Another vote for Green Gel cleanser & Oil Control lotion! They are amazing!


----------



## Joceline (May 6, 2008)

*thanks *4 the great advice!!!!


----------



## eye_pr0mise (May 6, 2008)

great question, im also interested in it!
but right now i use biore cleanser (which i 
want to switch bc i dont like the smell lOl)
and i use neutrogena (spell check lOl) oil free
moisturizer. still get a little shiny throughout 
the day so i use macs blot powder.


----------



## KimmyAnn_678 (May 6, 2008)

I use Lauder's Clear Difference... it's the only moisturizer I've ever been able to use.  It actually helps absorbs oil, but still keeps my skin hydrated.  I love it


----------



## Temptasia (May 6, 2008)

YOU/GIRLS NEED TO GET ORGANIC JOJOBA OIL! 

You can get it at any natural food/supplement store.
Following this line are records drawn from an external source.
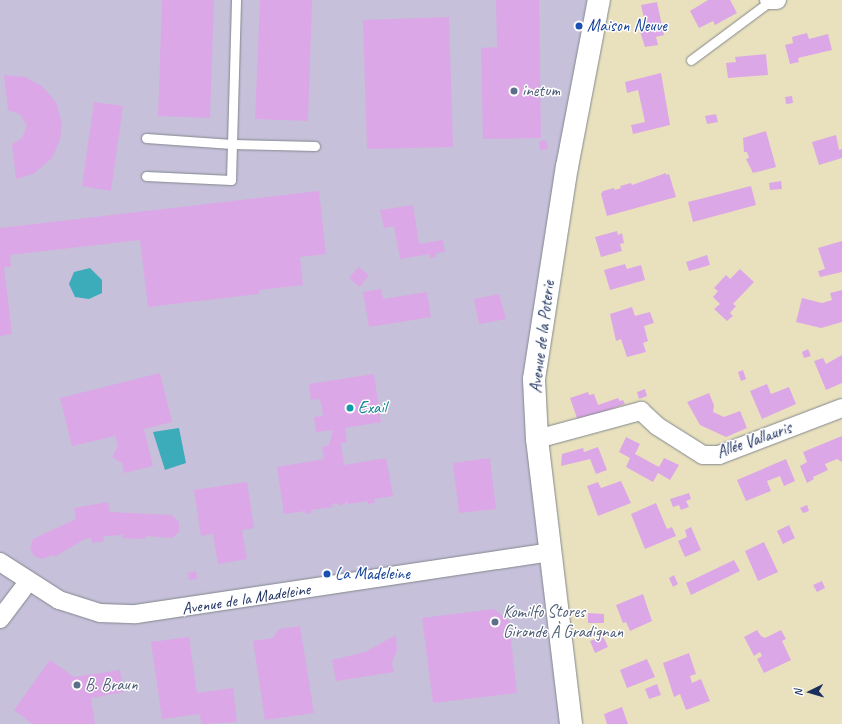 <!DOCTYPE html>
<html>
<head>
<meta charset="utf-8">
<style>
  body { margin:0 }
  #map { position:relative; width:842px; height:724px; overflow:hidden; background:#e9e1bd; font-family:Caveat,sans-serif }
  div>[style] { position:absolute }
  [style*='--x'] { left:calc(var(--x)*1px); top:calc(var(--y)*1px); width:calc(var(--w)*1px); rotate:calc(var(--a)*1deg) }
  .industrial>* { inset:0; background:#c6c0da }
  .water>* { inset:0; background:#3cabba }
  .building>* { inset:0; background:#dca7e6 }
  .roads { filter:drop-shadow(0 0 1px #82888e) drop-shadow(0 0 1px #82888e) }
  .service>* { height:9px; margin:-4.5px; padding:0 4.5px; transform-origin:4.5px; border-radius:4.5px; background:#fff }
  .minor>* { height:18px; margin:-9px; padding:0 9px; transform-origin:9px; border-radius:9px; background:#fff }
  .tertiary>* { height:22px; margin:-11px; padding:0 11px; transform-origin:11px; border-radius:11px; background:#fff }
  .dots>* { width:11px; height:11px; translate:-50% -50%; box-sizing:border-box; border:2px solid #fff; border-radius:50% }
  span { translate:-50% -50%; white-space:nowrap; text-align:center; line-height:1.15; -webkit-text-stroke:3px #fff; paint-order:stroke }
  .transit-label { font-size:17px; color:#164399 }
  .left { translate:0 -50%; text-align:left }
  .service-label { font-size:17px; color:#4e5e75 }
  .street-label { font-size:17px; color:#1b2f5e }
  .culture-label { font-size:17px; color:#0d838f }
  .north { position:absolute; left:790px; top:672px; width:40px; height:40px; -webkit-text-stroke:3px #fff; paint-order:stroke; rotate:265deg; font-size:11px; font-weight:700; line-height:16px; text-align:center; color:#1b2f5e }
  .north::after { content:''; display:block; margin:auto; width:14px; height:18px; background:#1b2f5e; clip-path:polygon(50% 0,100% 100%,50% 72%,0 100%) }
</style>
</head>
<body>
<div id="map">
  <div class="industrial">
    <i style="clip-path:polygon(0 0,599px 0,538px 344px,571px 724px,0 724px)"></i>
  </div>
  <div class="water">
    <i style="clip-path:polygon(90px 268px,102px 280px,102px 293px,89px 299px,75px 297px,69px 284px,74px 272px)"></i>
    <i style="clip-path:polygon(179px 428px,186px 463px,165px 470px,153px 432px)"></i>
  </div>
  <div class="building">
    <i style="clip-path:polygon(162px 0,214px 0,210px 118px,158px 116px)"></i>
    <i style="clip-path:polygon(260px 0,312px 0,308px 121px,255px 119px)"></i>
    <i style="clip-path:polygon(496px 0,539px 0,541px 138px,483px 139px,481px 48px,497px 47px)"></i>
    <i style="clip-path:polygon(708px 0,730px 0,737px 13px,715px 25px,713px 21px,699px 28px,690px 11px)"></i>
    <i style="clip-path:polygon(657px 2px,664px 35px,656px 37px,658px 45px,645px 47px,638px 25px,645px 23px,641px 5px)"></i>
    <i style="clip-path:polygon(449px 17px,453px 147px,367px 149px,363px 20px)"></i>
    <i style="clip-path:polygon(807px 33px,809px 39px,828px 34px,832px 50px,798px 58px,799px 62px,790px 64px,785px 45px,793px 43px,792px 37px)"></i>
    <i style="clip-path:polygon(766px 54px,768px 75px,728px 78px,726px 63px,736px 62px,735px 57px)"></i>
    <i style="clip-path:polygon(661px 73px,670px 125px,633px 134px,631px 125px,645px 122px,638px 90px,627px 93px,625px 82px)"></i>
    <i style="clip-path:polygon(4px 75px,25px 77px,42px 86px,56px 102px,62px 123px,60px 140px,52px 158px,33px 174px,16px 179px,12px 144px,22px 138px,27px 126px,21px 115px,8px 110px)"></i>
    <i style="clip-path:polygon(792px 96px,793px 103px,786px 104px,785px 97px)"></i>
    <i style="clip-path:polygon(94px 102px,123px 106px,111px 191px,82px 186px)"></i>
    <i style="clip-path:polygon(716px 114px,718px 122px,707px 124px,705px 116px)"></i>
    <i style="clip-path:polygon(766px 131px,776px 167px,753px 173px,746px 159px,749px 158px,747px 152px,744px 152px,743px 138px)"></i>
    <i style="clip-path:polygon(836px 135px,839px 150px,842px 149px,842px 158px,819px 165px,812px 142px)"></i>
    <i style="clip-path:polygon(546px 140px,548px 149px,540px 150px,539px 141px)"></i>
    <i style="clip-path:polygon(666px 173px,666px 175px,669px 174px,676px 197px,607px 216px,601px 194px,603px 191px,614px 188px,615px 190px,621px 188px,620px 186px,631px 183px,632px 185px)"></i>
    <i style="clip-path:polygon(781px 181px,782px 189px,770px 190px,769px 183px)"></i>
    <i style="clip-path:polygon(751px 186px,756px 205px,693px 222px,688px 202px)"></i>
    <i style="clip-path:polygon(319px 191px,326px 254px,300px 257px,303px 285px,259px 290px,259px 294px,148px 307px,140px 240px,10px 255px,11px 267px,4px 267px,12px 334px,0 336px,0 228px)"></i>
    <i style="clip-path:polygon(413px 205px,419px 244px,443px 240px,445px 252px,436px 253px,436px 257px,430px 258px,430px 254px,400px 259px,394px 226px,384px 228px,380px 210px)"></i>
    <i style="clip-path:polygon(617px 231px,618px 235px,622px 233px,624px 243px,620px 244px,622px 251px,601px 257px,595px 237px)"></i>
    <i style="clip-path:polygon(842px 241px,842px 272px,820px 277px,818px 271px,825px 269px,818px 248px)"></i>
    <i style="clip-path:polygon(707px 255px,710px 265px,689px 271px,686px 262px)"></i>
    <i style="clip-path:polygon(625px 264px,627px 269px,641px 265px,645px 280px,610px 290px,604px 270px)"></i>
    <i style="clip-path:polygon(358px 267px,369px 275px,360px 287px,349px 278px)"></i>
    <i style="clip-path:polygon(740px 269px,754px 282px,733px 304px,736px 306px,730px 313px,733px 316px,727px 321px,714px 309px,720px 304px,713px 297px,718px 291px,714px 288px,726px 275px,730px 279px)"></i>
    <i style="clip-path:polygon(381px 289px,383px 299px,427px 292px,431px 317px,369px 327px,363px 292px)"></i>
    <i style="clip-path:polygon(842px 290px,842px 322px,821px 328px,796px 322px,802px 298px,822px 303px,832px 300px,830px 293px)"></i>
    <i style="clip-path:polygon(499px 294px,506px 319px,479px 324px,474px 299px)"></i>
    <i style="clip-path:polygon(632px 307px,635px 316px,650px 312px,654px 323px,644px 326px,648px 341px,643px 343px,646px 352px,627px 357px,621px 339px,616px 341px,610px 314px)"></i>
    <i style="clip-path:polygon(808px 349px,811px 356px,804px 358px,802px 352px)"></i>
    <i style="clip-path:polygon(842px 355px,842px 383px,826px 390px,814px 361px,823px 358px,826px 364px)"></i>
    <i style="clip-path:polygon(743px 370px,746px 379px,741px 381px,738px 372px)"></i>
    <i style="clip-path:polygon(160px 373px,172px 422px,144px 429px,153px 466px,124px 473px,122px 463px,112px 457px,118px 446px,115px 436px,72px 446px,60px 398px)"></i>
    <i style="clip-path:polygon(374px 374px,381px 422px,345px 428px,347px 442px,341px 443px,344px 465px,386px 458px,393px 496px,374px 499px,375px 503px,368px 504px,368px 501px,348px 504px,348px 501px,341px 506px,336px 503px,332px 504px,333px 507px,311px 510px,312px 513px,306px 514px,305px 511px,284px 514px,277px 467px,324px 459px,322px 447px,329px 445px,333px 430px,316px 432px,314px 417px,323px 416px,320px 399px,311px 400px,309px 384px)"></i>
    <i style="clip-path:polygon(767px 384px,771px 394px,789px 387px,796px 404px,762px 419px,750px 391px)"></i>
    <i style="clip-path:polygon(645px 389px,647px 396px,639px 399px,637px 392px)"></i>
    <i style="clip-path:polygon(588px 392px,589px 395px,594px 394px,598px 405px,618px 398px,620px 401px,623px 400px,625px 404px,578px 421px,570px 398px)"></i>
    <i style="clip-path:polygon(709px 393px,714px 405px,713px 412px,724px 417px,740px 411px,747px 428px,726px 437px,700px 425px,687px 402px)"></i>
    <i style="clip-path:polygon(842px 436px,842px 462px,837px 459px,825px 464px,828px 470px,813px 477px,814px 479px,807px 483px,800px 466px,807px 462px,803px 452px)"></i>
    <i style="clip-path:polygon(626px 437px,640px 444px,635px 454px,659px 467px,664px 458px,679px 465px,670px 480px,658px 473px,653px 482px,626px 467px,630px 458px,619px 452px)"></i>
    <i style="clip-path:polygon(598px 447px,607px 470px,596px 474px,590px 459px,561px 466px,562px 454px,583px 448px,584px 452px)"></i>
    <i style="clip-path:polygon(490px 458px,496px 509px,459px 513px,453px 463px)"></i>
    <i style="clip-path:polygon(786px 459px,795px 481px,784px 486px,780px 476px,767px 481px,771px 491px,746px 501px,737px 480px)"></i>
    <i style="clip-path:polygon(621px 481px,631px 503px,598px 516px,587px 486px,598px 482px,601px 488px)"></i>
    <i style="clip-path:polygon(247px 482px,254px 528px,242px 530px,247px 559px,218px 564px,213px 534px,201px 536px,194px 490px)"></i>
    <i style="clip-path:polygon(689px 493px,691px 499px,686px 501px,689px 507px,681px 510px,679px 505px,673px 507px,670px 499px)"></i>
    <i style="clip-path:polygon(108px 502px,110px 512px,172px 515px,179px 522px,179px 532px,172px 538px,145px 536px,145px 539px,122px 538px,123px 535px,103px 536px,104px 541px,92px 543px,91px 538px,85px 539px,54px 557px,52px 555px,42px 559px,34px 556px,30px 549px,33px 539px,76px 519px,74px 508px)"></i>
    <i style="clip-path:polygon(656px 503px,667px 529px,672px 527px,676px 536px,645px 549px,631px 514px)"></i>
    <i style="clip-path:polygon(807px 505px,809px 511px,803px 513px,800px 508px)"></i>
    <i style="clip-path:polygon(789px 525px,795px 538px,783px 544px,777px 531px)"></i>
    <i style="clip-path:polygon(691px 527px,701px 550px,685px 557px,678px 541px,687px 537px,685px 530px)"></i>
    <i style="clip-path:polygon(764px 542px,778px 572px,758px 581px,745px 551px)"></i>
    <i style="clip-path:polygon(734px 560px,740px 571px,691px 595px,686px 583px)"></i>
    <i style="clip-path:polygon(196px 571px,197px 579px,189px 580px,188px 573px)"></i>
    <i style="clip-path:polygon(674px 575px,678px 584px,673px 587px,669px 578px)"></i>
    <i style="clip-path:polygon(822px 581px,825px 588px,817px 592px,813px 585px)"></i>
    <i style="clip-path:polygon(643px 594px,652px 621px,630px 631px,626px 622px,623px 623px,616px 605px)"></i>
    <i style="clip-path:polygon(494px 609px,509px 621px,517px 693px,433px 703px,422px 618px)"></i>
    <i style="clip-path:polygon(588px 613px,604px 614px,604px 623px,588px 623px)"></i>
    <i style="clip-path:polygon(300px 626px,314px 713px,265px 720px,253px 641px,273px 638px,279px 629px)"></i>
    <i style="clip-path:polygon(757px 630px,761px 636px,765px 638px,781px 630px,786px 639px,782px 641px,791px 660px,764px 673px,757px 659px,762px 656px,760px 652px,754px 656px,744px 637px)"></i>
    <i style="clip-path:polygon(396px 635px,397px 650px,392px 663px,394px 672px,336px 681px,332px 660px,365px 652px)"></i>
    <i style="clip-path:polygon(603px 636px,608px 647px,595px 653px,590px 641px)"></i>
    <i style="clip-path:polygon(189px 637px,197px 693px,233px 688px,237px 722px,201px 724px,200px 714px,162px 719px,151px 642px)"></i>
    <i style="clip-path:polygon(689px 653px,696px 674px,690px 676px,692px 683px,701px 679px,710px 701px,686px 710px,680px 694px,674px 697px,663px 663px)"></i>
    <i style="clip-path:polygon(647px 659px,655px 677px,627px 688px,620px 670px)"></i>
    <i style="clip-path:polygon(50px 660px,74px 677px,120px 670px,124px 692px,91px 698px,95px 724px,32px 724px,14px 710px)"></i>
    <i style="clip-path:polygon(657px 684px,661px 695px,649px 699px,645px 689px)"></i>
    <i style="clip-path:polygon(622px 707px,628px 724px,607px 724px,604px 714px)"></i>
  </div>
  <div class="roads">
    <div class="service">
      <i style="--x:691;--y:60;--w:97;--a:-36.6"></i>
      <i style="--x:146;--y:138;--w:86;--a:4"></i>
      <i style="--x:232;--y:144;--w:83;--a:1.4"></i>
      <i style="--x:146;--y:176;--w:85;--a:2.7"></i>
      <i style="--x:231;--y:180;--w:180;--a:-88.4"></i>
    </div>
    <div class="minor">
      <i style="--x:769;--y:0;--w:8;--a:0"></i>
      <i style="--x:537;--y:439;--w:108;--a:-15.1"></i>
      <i style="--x:641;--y:411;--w:22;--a:43"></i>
      <i style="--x:657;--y:426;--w:54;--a:32.2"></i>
      <i style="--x:703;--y:455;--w:16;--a:0"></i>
      <i style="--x:719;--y:455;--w:132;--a:-20.9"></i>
      <i style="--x:0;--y:562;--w:70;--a:32.8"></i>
      <i style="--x:59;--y:600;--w:43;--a:17.6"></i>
      <i style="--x:100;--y:613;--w:36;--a:2"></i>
      <i style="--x:136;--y:614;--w:419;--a:-8.5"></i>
      <i style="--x:0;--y:619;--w:46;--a:-52.9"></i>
    </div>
    <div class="tertiary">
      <i style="--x:571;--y:724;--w:287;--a:-96.8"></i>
      <i style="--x:537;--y:439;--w:60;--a:-92.9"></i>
      <i style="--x:534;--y:379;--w:215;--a:-81.2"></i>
      <i style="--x:567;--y:167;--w:170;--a:-79.2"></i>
    </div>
  </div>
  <div class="dots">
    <i style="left:579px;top:26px;background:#1a4fb4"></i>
    <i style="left:514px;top:91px;background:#5c6f8a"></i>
    <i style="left:350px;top:408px;background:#0f9aa8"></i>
    <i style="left:327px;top:574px;background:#1a4fb4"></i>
    <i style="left:495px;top:622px;background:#5c6f8a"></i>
    <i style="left:77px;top:685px;background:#5c6f8a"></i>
  </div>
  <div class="transit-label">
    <span class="left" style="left:587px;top:26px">Maison Neuve</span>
    <span class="left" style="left:335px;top:574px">La Madeleine</span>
  </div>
  <div class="service-label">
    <span class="left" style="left:522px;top:91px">inetum</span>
    <span class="left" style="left:503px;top:622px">Komilfo Stores<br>Gironde À Gradignan</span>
    <span class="left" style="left:85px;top:685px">B. Braun</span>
  </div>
  <div class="street-label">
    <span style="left:542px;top:337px;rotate:-83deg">Avenue de la Poterie</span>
    <span style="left:754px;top:440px;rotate:-19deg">Allée Vallauris</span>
    <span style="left:246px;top:599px;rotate:-9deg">Avenue de la Madeleine</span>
  </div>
  <div class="culture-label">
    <span class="left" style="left:358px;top:408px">Exail</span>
  </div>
  <div class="north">N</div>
</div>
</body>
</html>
This is a skin balancing oil which does not feel greasy at all...in fact, it will train your skin to be less oily.  Your skin will feel plump and it will even help with any acne. It is even good on sensitive skin because it does not contain additives and chemicals.


----------



## Joceline (May 7, 2008)

thx. i was just looking up 'Jojoba oil' i have heard good stuff!! i just dont know where to buy it. i live in the l.a area right now.


----------



## Baby Mac (May 7, 2008)

I use Dermalogica "active moist"


----------



## User67 (May 7, 2008)

Quote:

   Originally Posted by *Temptasia* 

 
_YOU/GIRLS NEED TO GET ORGANIC JOJOBA OIL! 

You can get it at any natural food/supplement store.

This is a skin balancing oil which does not feel greasy at all...in fact, it will train your skin to be less oily.  Your skin will feel plump and it will even help with any acne. It is even good on sensitive skin because it does not contain additives and chemicals._

 
How do you use it?


----------



## Temptasia (May 7, 2008)

Quote:

   Originally Posted by *Nyla2120* 

 
_How do you use it?_

 

After cleanser and toner, just massage a drop or two of the jojoba into the face. I like to apply it on to a wet face. You can just focus on the dry patches on your skin if you want. Since using jojoba, I am less oily throughout the day. I normally have a really shiny tzone.


----------



## Joceline (May 8, 2008)

i found the jojoba oil at gnc.com


----------